After adjusting for immortal time bias, by modeling 18F-FDG-PET/CT as a time-dependent variable, van der Vaart and colleagues found no protective association between 18F-FDG-PET/CT and all-cause mortality (HR, 1.07; 95% CI, 0.72 to 1.57). Further adjusting for additional confounding variables (age, comorbidities, positive surveillance blood cultures at 48 hours, septic shock at time of presentation, and presence of endocarditis) also failed to demonstrate a protective association between 18F-FDG-PET/CT and all-cause mortality (aHR, 1.00; 95% CI, 0.68 to 1.48), nor any association between 18F-FDG-PET/CT and infection-related mortality (aHR, 1.30; 95% CI, 0.77 to 2.21).
COMMENTARY
While 18F-FDG-PET/CT may serve as an important tool in particular instances for detecting metastatic foci in patients with SAB, the extent to which its use leads to significant changes in clinical outcomes remains uncertain.1,2 A recent review identified four observational studies that reported an association between receipt of 18F-FDG-PET/CT and reduced mortality ranging from 13.1% to 27.8% in patients with SAB or other gram-positive bacteremia.3 All observational studies are susceptible to some degree of confounding, which varies based on the statistical methods applied. Immortal time bias, also referred to as time-dependent bias, occurs when an analysis does not account for a time-dependent intervention, such as the receipt of a diagnostic procedure, that requires that the patient survive long enough to receive the intervention.4 Immortal time bias often is overlooked in observational studies, but the magnitude of effect that immortal time bias may have on results can be quite significant, as this study by van der Vaart and colleagues clearly illustrates. Since mortality rates attributed to SAB are highest early in the disease course and decrease with time, correcting for immortal time bias in these types of studies is essential.
REFERENCES
- Berrevoets MAH, Kouijzer IJE, Aarntzen EHJG, et al. 18F-FDG PET/CT optimizes treatment in Staphylococcus aureus bacteremia and is associated with reduced mortality. J Nucl Med 2017;58:1504-1510.
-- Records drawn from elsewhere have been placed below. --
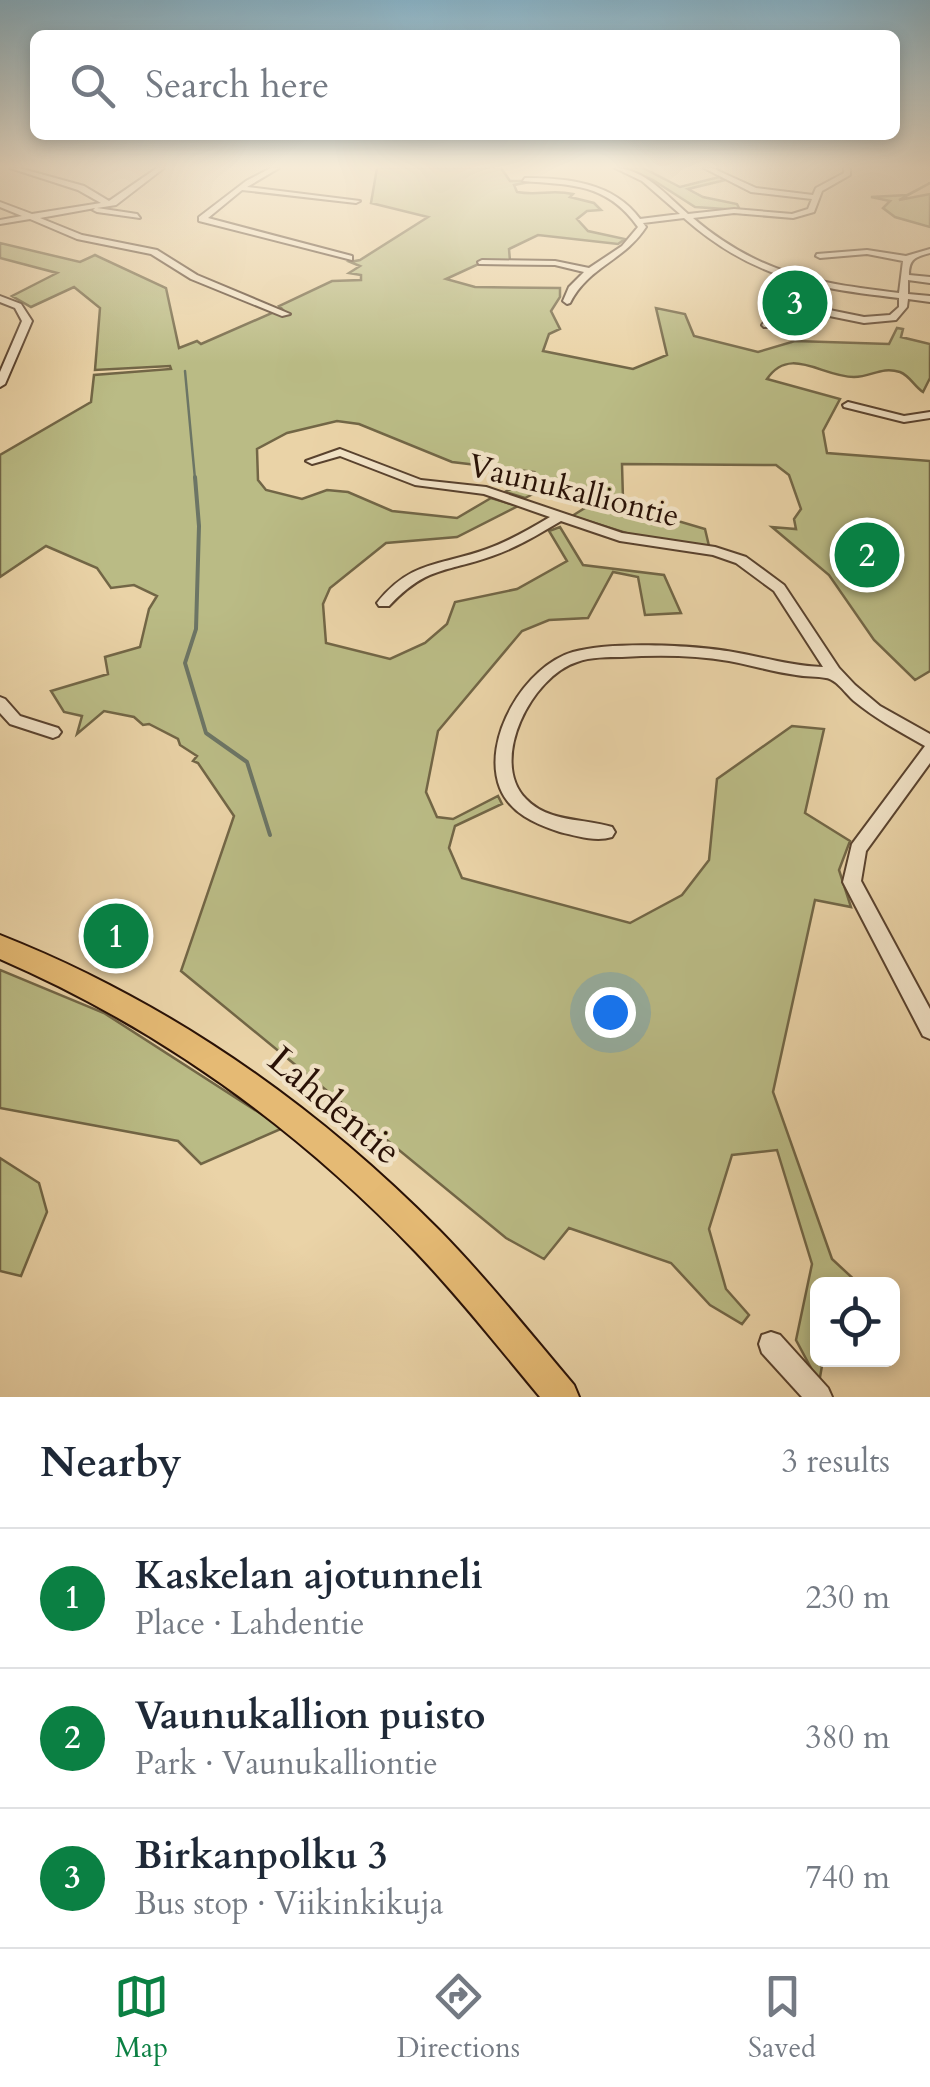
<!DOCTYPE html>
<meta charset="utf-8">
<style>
body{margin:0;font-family:Cardo,serif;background:#f2f2f3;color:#1f2937}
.controls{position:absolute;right:30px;bottom:30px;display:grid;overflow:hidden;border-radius:15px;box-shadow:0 5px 15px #0003}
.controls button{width:90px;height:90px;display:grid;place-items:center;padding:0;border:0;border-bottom:2px solid #e0e1e3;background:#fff;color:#1f2937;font:50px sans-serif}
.you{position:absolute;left:610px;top:1012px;width:35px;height:35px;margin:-25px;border:8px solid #fff;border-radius:50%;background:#1a73e8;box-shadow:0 0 0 15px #1a73e833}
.badge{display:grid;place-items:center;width:65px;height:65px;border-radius:50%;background:#0b8043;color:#fff;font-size:32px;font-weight:700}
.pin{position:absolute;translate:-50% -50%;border:5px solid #fff;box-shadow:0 2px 10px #0006}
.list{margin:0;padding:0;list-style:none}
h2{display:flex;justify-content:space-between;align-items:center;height:130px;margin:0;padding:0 40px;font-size:42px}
h2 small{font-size:32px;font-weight:400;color:#747a83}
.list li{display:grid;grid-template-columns:65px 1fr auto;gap:30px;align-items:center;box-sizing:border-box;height:140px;padding:0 40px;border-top:2px solid #e0e1e3}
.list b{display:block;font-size:38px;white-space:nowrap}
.list p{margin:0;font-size:32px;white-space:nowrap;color:#747a83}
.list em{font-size:32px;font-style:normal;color:#747a83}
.icon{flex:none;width:55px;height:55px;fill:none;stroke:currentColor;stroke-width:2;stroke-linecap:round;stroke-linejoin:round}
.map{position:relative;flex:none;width:930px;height:1397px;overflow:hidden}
.search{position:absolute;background:#fff;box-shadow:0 5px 15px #0003;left:30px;right:30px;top:30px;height:110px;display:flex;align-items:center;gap:25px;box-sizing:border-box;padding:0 35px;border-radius:15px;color:#747a83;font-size:38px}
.sheet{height:550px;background:#fff}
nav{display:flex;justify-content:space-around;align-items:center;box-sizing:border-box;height:140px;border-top:2px solid #e0e1e3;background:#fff;font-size:28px;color:#747a83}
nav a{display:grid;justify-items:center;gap:5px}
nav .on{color:#0b8043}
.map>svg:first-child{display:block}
.green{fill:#babb85;stroke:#726646;stroke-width:2.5}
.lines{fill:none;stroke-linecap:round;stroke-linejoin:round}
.stream-far1{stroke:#6c7565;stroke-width:2.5}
.stream{stroke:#6c7565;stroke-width:4}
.minor-casing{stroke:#59422e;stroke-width:4}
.major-casing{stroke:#291106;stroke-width:4}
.minor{fill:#f1e2c6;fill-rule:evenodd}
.major{fill:#e5ba74;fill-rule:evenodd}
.wall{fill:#c28f74;stroke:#291106;stroke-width:2.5}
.shaded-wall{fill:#9e745e;stroke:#291106;stroke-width:2.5}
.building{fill:#e2a687;stroke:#291106;stroke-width:2.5}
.labels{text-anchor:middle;stroke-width:9;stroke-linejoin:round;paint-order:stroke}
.street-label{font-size:32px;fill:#291106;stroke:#f1e2c6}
.near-street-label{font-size:38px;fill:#291106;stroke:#f1e2c6}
</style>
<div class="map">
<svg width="930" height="1397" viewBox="0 0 930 1397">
<rect width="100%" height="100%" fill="#ead3a7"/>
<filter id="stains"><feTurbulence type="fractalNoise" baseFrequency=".002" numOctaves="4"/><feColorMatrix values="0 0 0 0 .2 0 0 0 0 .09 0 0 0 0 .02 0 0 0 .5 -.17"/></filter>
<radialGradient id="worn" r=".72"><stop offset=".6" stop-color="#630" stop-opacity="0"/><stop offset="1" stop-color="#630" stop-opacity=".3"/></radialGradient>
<g class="green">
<path d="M 377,168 L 501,168 L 510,181 L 535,181 L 514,185 L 517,192 C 539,196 551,189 573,194 L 570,197 L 594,203 L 601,210 L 587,211 L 577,219 L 588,231 L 625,239 L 618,244 L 538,235 L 509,249 L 510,261 L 485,261 L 446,279 L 475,287 L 560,288 L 560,297 L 551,311 L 560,329 L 549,334 L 543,351 L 633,369 L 667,355 L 656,308 L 685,314 L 694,336 L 758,352 L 795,341 L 889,344 L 897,328 L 903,329 L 901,337 L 930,344 L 930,378 L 923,392 C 914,386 910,376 900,372 C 881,366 872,377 854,377 C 822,377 790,345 767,379 L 840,399 L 823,431 L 827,453 L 930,461 L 930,671 L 915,680 L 874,640 L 829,575 L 772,527 L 796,529 L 794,519 L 801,509 L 789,475 L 776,465 L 622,464 L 623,499 L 617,503 L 705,529 L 709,546 L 642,538 L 572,516 L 601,498 L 586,488 L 559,481 L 525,498 L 505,492 L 532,477 L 534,472 L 452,462 L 359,424 L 337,421 L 287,433 L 257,449 L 258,480 L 266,490 L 302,499 L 327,490 L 348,492 L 392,511 L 457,518 L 491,498 L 518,506 L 457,537 L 386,543 L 330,588 L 323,604 L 326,643 L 390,659 L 425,643 L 447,624 L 455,602 L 517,589 L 567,561 L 549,531 L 560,527 L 583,565 L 664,575 L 681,613 L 645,615 L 638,577 L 613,572 L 588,618 L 549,620 L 522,631 L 438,731 L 426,792 L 437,817 L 453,819 L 498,796 L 502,804 L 455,826 L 449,848 L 462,878 L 630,923 L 682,895 L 709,860 L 717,779 L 792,726 L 824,729 L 805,813 L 850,841 L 839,870 L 851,907 L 815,900 L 773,1092 L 832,1259 L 859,1284 L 818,1284 L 818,1360 L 823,1360 L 819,1383 L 796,1340 L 812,1264 L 777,1150 L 732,1155 L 709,1229 L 726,1289 L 749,1315 L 742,1324 L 710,1305 L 671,1263 L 569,1228 L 544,1259 L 506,1238 L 181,971 L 234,816 L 198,763 L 193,761 L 197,756 L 180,745 L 178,739 L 149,724 L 143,725 L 134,717 L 104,711 L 77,734 L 82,716 L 64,712 L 51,691 L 108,674 L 105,657 L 140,647 L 149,609 L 157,596 L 134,585 L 111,588 L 97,568 L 46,546 L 0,577 L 0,455 L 91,402 L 94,375 L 171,369 L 170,366 L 95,370 L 100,308 L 74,287 L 31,307 L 12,296 L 57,273 L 0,258 L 0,243 L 80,262 L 95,255 L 166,288 L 179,348 L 197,341 L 201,344 L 274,312 L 286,313 L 279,306 L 332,281 L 361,280 L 361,275 L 349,273 L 360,266 L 350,262 L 360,260 L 428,217 L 371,203 Z"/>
<polygon points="626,168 643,168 680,187 719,177 725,180 688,189 703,197 737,204 740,210 695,207 653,180"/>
<polygon points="930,183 899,200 930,194 930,227 895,217 883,208 890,201 871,197 907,195"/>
<polygon points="0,970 104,1013 283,1128 201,1164 178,1141 0,1108"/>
<polygon points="0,1158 39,1183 47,1212 21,1276 0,1271"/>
</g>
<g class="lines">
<polyline class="stream-far1" points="185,371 195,479"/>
<polyline class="stream" points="195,477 199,526 196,629 185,663 206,733 247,762 270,835"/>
<defs>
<g id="minor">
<polygon points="10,168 19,168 84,186 109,201 157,168 164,168 116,205 97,208 137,214 140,218 97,212 93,210 95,208 40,218 82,235 157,250 197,275 290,314 282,316 191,279 151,254 77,239 30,219 0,224 0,220 22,216 0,207 0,202 32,214 101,203 78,190"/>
<polygon points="271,168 279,168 247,187 360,201 356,203 242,190 208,218 352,256 352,260 199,221 199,217 246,181"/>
<path d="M 615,168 C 645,169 666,195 688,214 L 734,209 L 792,214 L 808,209 L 812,199 L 751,192 L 704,168 L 712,168 L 756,188 L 813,195 L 816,188 L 844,173 L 844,168 L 850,168 L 850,175 L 822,191 L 814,212 L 793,218 L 734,213 L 693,218 C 759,274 815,283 899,293 L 903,261 L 867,254 L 820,258 L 816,256 L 817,254 L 867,250 L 906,256 L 930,249 L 930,253 C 915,257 909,259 909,275 L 930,277 L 930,283 L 908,280 L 908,294 L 930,296 L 930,302 L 908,299 L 907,307 L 896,320 L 864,323 L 790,308 L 784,309 L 770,327 L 764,327 L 762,325 L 778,305 L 790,302 L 864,317 L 890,315 L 899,307 L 899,298 C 812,288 752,278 684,218 L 643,223 L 646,227 C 624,261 589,266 570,303 L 567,304 L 563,301 L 569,287 L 584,272 L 555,265 L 479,264 L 478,262 L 482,260 L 555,261 L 589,268 L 622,246 L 638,227 C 607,183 572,185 523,181 L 525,178 C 567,178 613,182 640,219 L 680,214 L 642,181 Z"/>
<polygon points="0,296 21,304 32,321 5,384 0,387 0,372 22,321 15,308 0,302"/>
<polygon points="848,402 904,416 930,412 930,418 904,422 844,407 843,405"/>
<path d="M 340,449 L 421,480 L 486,487 L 622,533 L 715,547 L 746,557 L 784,585 L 839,668 L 855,685 L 880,706 L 930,734 L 930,763 L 866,851 L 861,881 L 930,1009 L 930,1039 L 923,1036 L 843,882 L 852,844 L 925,746 C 900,732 876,719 854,701 C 846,694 836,679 826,678 C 816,676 806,677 796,675 C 773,672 751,665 729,661 C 694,655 657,655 622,657 C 608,657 591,657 577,662 C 532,676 488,761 526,799 C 549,823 584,818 612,827 L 615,832 L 612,837 C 596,842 576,836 560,832 C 535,824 510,813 500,788 C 481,739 525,666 573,652 C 610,641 694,645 733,652 C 763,657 792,666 823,667 L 774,591 L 736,563 L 713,555 L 620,541 L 561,521 C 539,534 516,548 492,556 C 444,573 427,566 389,606 L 379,606 L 377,603 C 411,560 441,566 487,549 C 509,541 530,529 550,517 L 484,494 L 415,485 L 340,456 L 312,464 L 306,461 Z"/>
<polygon points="0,697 5,699 20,716 58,728 61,732 58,736 53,738 10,724 0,713"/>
<polygon points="771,1332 780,1335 828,1388 832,1397 802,1397 762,1353 759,1344 762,1335"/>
</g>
<path id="major" d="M 0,935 C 167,1001 313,1103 439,1230 C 487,1279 530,1333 574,1385 L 579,1397 L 540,1397 C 499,1348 460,1298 416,1252 C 296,1127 159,1028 0,959 Z"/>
</defs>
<use href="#minor" class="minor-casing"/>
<use href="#major" class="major-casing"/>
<use href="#minor" class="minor"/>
<use href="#major" class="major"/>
</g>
<polygon class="wall" points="86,925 127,925 133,933 126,944 92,933"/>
<polygon class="shaded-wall" points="127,925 133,933 126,944 120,937"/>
<polygon class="building" points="93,914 127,925 120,937 86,925"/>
<linearGradient id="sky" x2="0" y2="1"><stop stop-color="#88b6cd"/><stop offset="0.46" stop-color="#f6ebd7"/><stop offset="1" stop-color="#f6ebd7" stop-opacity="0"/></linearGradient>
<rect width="930" height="363" fill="url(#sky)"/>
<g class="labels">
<g class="street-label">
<text transform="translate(574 490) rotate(14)" y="11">Vaunukalliontie</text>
</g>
<g class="near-street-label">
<text transform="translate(335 1105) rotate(40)" y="13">Lahdentie</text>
</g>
</g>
<rect width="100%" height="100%" filter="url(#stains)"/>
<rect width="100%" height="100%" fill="url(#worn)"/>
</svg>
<div class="controls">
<button><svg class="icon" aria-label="locate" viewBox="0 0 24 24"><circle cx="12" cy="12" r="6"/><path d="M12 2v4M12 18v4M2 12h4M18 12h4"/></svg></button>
</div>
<div class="you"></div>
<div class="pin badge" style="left:116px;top:936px">1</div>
<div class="pin badge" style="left:867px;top:555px">2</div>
<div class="pin badge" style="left:795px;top:303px">3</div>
<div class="search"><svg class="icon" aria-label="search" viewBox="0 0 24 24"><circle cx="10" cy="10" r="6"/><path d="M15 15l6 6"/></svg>Search here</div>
</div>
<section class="sheet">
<h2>Nearby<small>3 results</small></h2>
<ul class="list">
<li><span class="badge">1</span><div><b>Kaskelan ajotunneli</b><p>Place · Lahdentie</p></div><em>230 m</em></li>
<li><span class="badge">2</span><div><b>Vaunukallion puisto</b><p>Park · Vaunukalliontie</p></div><em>380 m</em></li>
<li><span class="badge">3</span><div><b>Birkanpolku 3</b><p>Bus stop · Viikinkikuja</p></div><em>740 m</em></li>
</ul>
</section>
<nav>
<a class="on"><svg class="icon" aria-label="map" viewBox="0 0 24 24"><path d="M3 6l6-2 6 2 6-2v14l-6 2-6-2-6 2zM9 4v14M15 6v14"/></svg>Map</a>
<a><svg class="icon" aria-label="directions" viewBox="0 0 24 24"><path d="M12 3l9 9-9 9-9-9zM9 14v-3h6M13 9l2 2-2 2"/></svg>Directions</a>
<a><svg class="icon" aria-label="saved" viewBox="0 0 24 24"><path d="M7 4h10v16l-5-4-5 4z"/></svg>Saved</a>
</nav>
- Yildiz H, Reychler G, Rodriguez-Villalobos H, et al. Mortality in patients with high risk Staphylococcus aureus bacteremia undergoing or not PET-CT: A single center experience. J Infect Chemother 2019;25:880-885.
- Thottacherry E, Cortés-Penfield NW. Evidence of clinical impact supports a new petition for Medicare coverage of 2-[18F]fluoro-2-deoxy-D-glucose positron emission tomography/computed tomography in the evaluation of Staphylococcus aureus bacteremia: A focused literature review and call to action. Clin Infect Dis 2022;75:1457-1461.
- Jones M, Fowler R. Immortal time bias in observational studies of time-to-event outcomes. J Crit Care 2016;36:195-199.